Тот казался совершенно растерянным.
— Тут такое дело, — несмело кашлянул Стигней. — Тебе что сейчас снилось?
— Да ерунда всякая, — капитан попытался подняться, но резкая боль в области легких заставила его бессильно откинуться на подушку. — Бог мне снился. С рогами! — Он попытался улыбнуться сквозь плотную занавесь боли.
— Дела! — протянул Затворник. — С рогами говоришь? А чего он тебе сообщил?
— Да ничего, рисовать меня хотел научить, — Клипарду удалось выдавить из себя жалкое подобие улыбки. И разговаривали мы о любви и мести.
Он сильно удивился, когда при слове «месть» всегда непрошибаемый монах дернулся, словно от удара палкой. И позеленел, став похожим на личный, сейчас невидимый ореол Паладина.
— Ты, это, — прочистил горло Стигней. — Если попадешь в лапы Инквизиции, ни о каких рогатых богах не вспоминай. А то сожгут еще, чтоб неповадно было богохульствовать.
Ему также удалось улыбнуться.
— Ладно, выйду пока, — сказал служитель Ордена. — А ты пока с мечом моим пообщайся, он тебе силы прибавит. Да и боль он обучен принимать на свое лезвие.
Антон едва видимо кивнул подбородком, когда монах исчез за порогом. Сзади его плечи выглядели немного поникшими, будто он долгое время не спал, занимаясь каким-то делом. И сейчас он расстраивался, что работа не удалась.
— Я готов выслушать тебя, дорогой тай-цзин, — мифическое оружие медленно приподнялось над ободком ножен и, ослепительно сияя, бережно опустилось на кровать рядом с головой Клипарда. — Хочешь, я помогу снять тебе эту боль?
Капитан согласно махнул веками.
Тотчас кислотник несколько раз быстро моргнул, как от перебоев в электрической сети и почти погас, став совсем тусклым.
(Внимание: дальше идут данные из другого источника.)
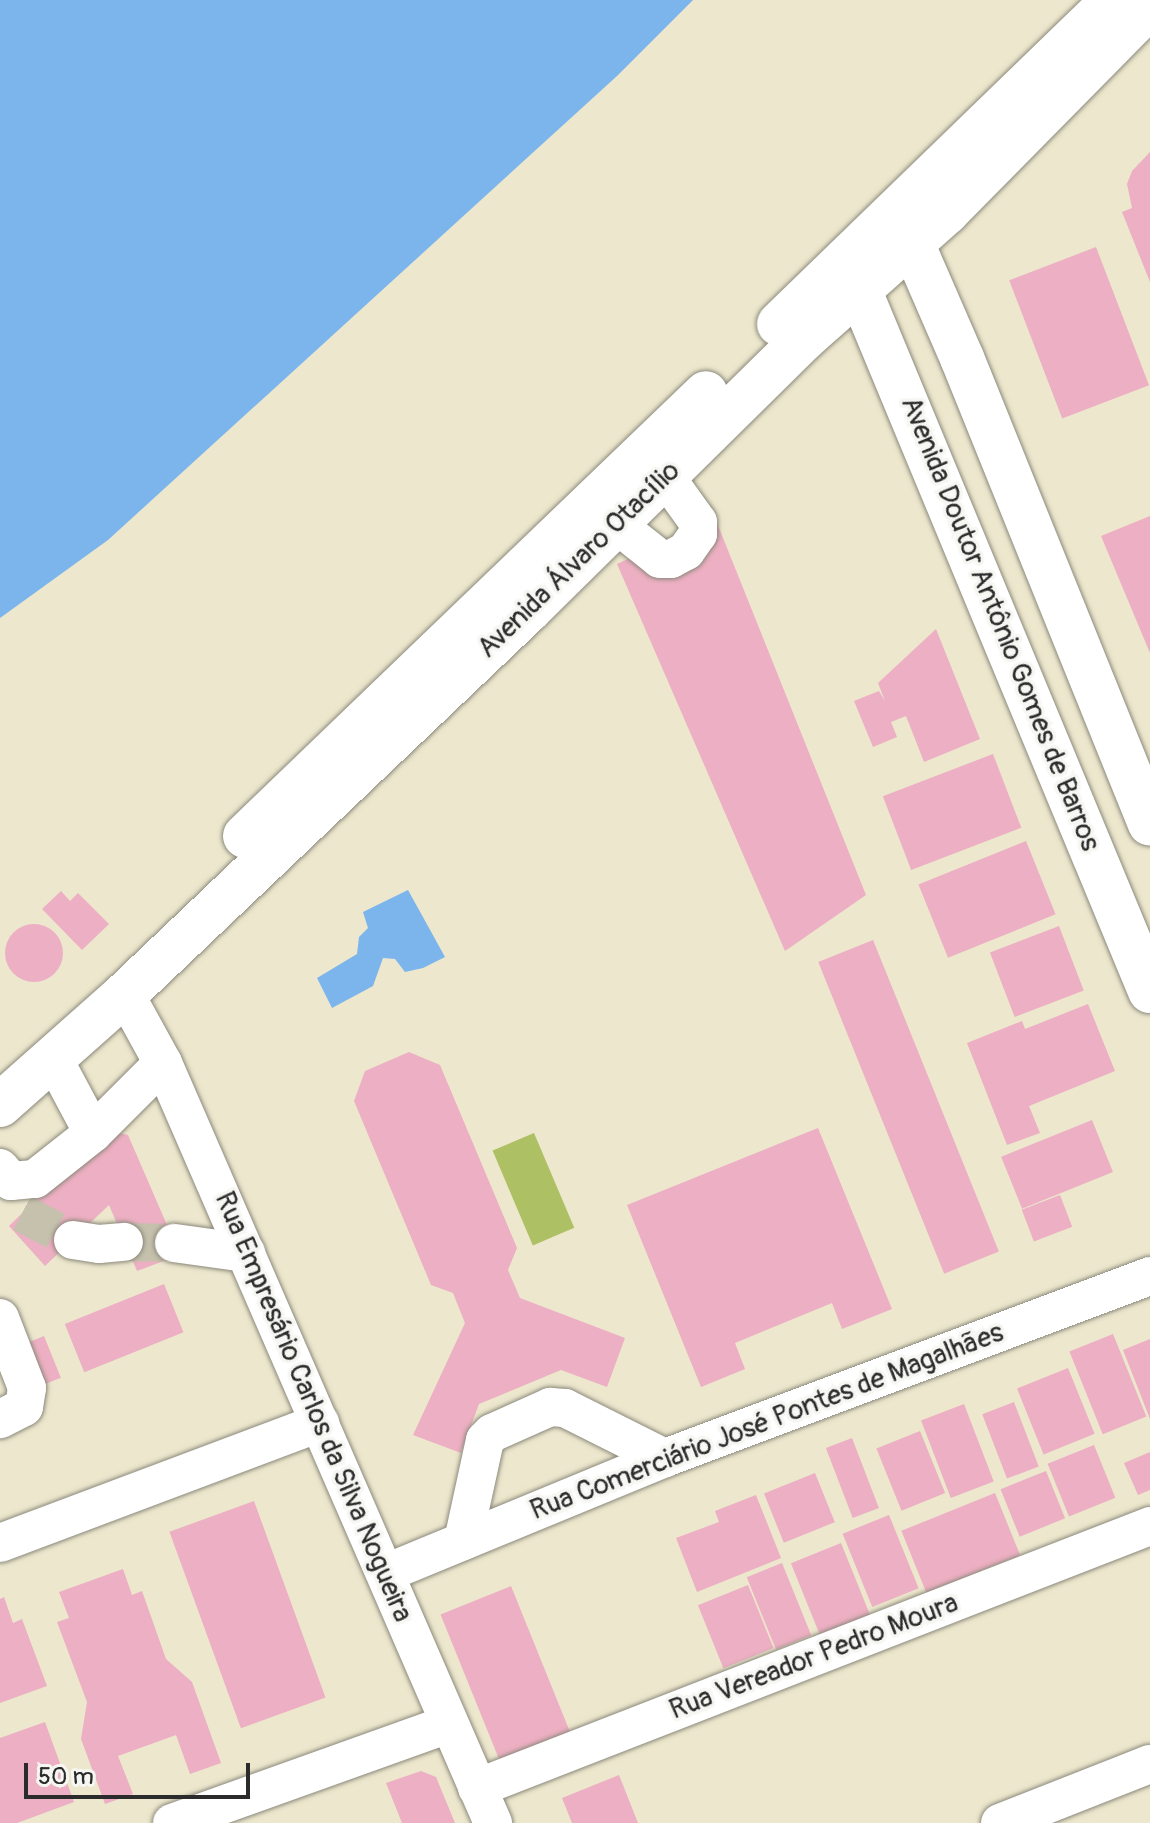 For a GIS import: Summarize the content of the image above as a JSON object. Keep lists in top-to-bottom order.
{
  "streets": {
    "main road": ["Avenida Álvaro Otacílio", "Avenida Doutor Antônio Gomes de Barros"],
    "street": ["Rua Empresário Carlos da Silva Nogueira", "Rua Comerciário José Pontes de Magalhães", "Rua Vereador Pedro Moura"]
  },
  "crossings": [
    ["Avenida Álvaro Otacílio", "Avenida Doutor Antônio Gomes de Barros"],
    ["Avenida Álvaro Otacílio", "Rua Empresário Carlos da Silva Nogueira"],
    ["Rua Empresário Carlos da Silva Nogueira", "Rua Comerciário José Pontes de Magalhães"],
    ["Rua Empresário Carlos da Silva Nogueira", "Rua Vereador Pedro Moura"]
  ],
  "scale_bar": "50 m"
} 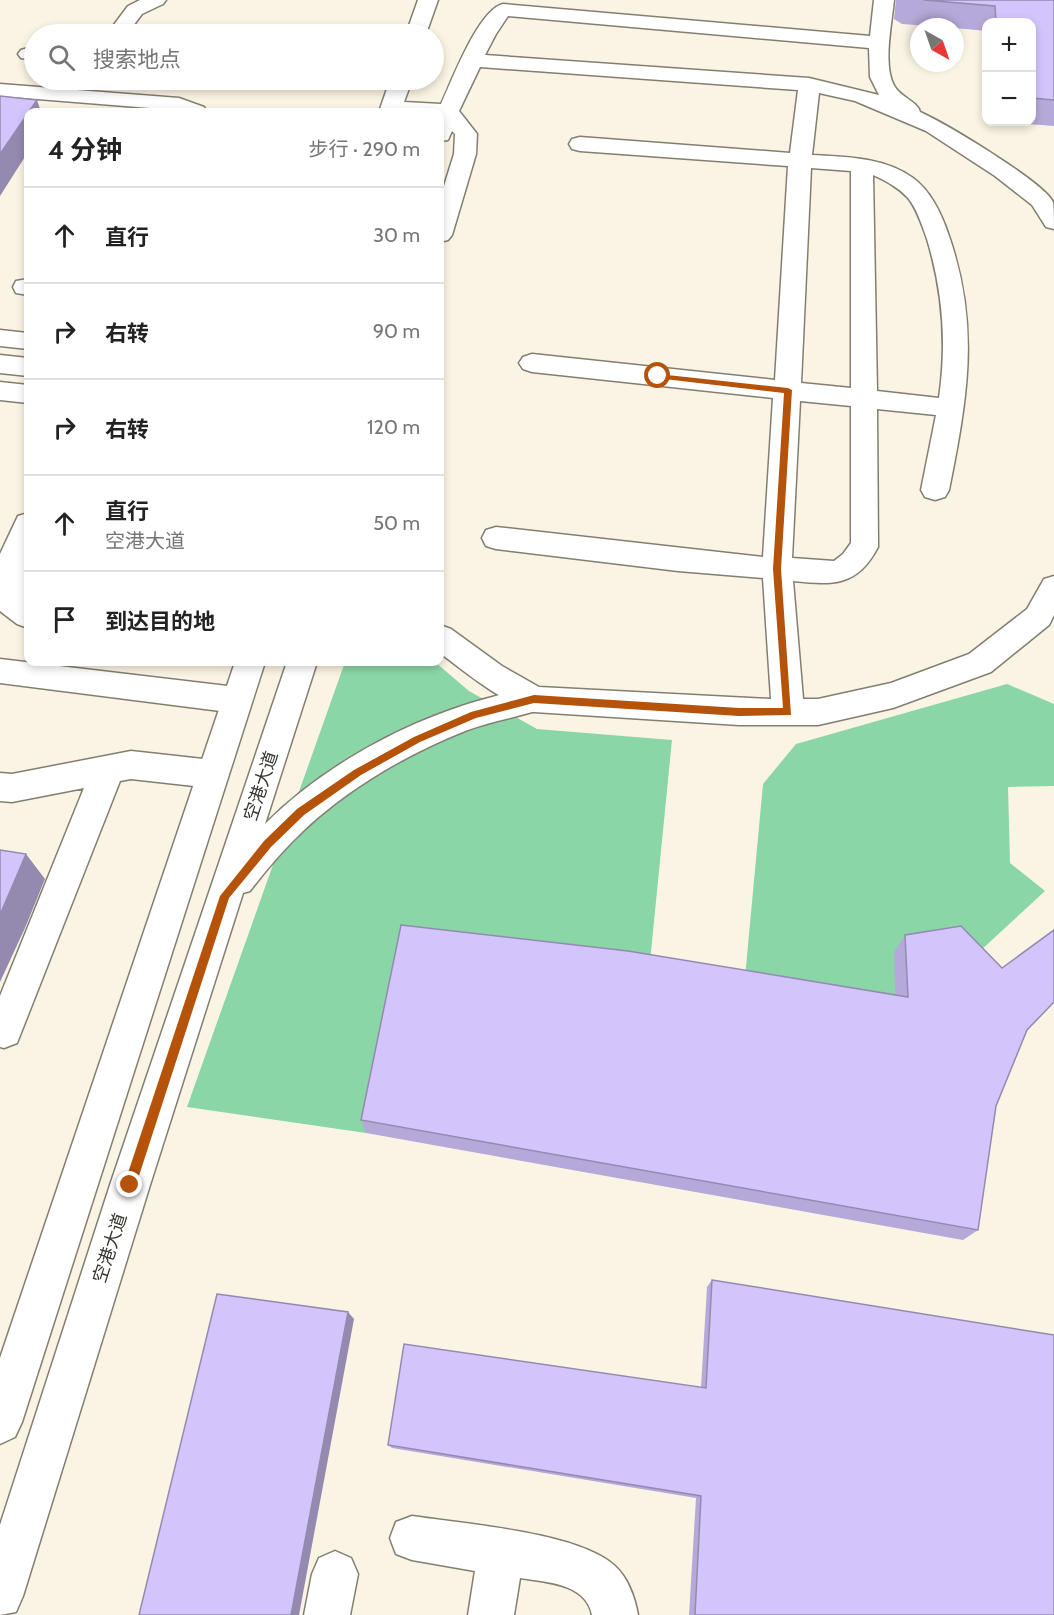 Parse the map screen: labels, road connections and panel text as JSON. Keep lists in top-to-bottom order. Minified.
{"streets":{"street":["空港大道"]},"north":"bottom right","page":{"map_buttons":["+","−"],"search":"搜索地点","heading":["4 分钟","步行 · 290 m"],"list":[["直行","30 m"],["右转","90 m"],["右转","120 m"],["直行","空港大道","50 m"],"到达目的地"]}}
Внезапная волна успокаивающего облегчения проникла Антону в больную грудь и пошла дальше, растекаясь по каждой клеточке тела.
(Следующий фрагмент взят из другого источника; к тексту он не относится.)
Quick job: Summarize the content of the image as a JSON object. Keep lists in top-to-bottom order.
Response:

— Теперь, — шепнул меч, — тебе будет значительно легче общаться со мной в подсознании. А мне потребуется большая концентрация твоего и моего духа, чтобы нас никто не смог подслушать.
— Разве, — Клипарду показалось, что он ослышался, — может кто-либо подслушать мысли без Считчика?
Меч заерзал на постели, поудобнее устраиваясь. Волна безболезненного тепла, почти жары, накатывала ровными интервалами, Антон почувствовал, что опять погружается в царство Морфея.
— Боги могут все! — вздохнул кислотник. — Или силы, называющее себя богами. Мы, тай-цзин, оказались в очень опасном переплетении войн между всемогущими силами.
Капитан уснул, убаюканный медленным речитативом оружия.
Глава 5
«В начале было начало!»
Когда-то не было ничего. Бескрайняя тишина и недвижимый покой. Только Хаос, сплошной бесформенной кляксой расплескавшийся в подпространстве. И не было жизни между звездами. И не было небесных тел.
Но вот приоткрылся прокол. И появился маленький короткий луч, возможно радиосообщение из другого мира. И превратился этот посланец маленького света в слово.
И было Слово.
И слово было «БОГ».
И понял он свою суть. И возлюбил себя.[1]
Первое, что почувствовало божество после осмысления себя, что он очень устал. Ноги дрожали от напряжения. Еще бы, дело ли, путешествовать сквозь время и пространство в Хаос, чтобы зародить жизнь.
И сотворил он первым камень, наделив его способностью мыслить и разговаривать. Много времени Бог, и глыба проводили в бесконечных философских диспутах. Камень обожал, когда Бог садился на него, совещаясь, чего бы еще сотворить. Во истину безмерными были возможности Творца вселенной.
Камню было очень неуютно висеть среди хаотического спокойствия. Поэтому он попросил сотворить себе твердь. Чтобы можно было надежно врасти в нее корнями, и ничто бы не смогло оторвать его от своего фундамента, разве что он сам бы захотел.
И сказал Бог Слово. И Слово было «Любовь», второе имя Бога.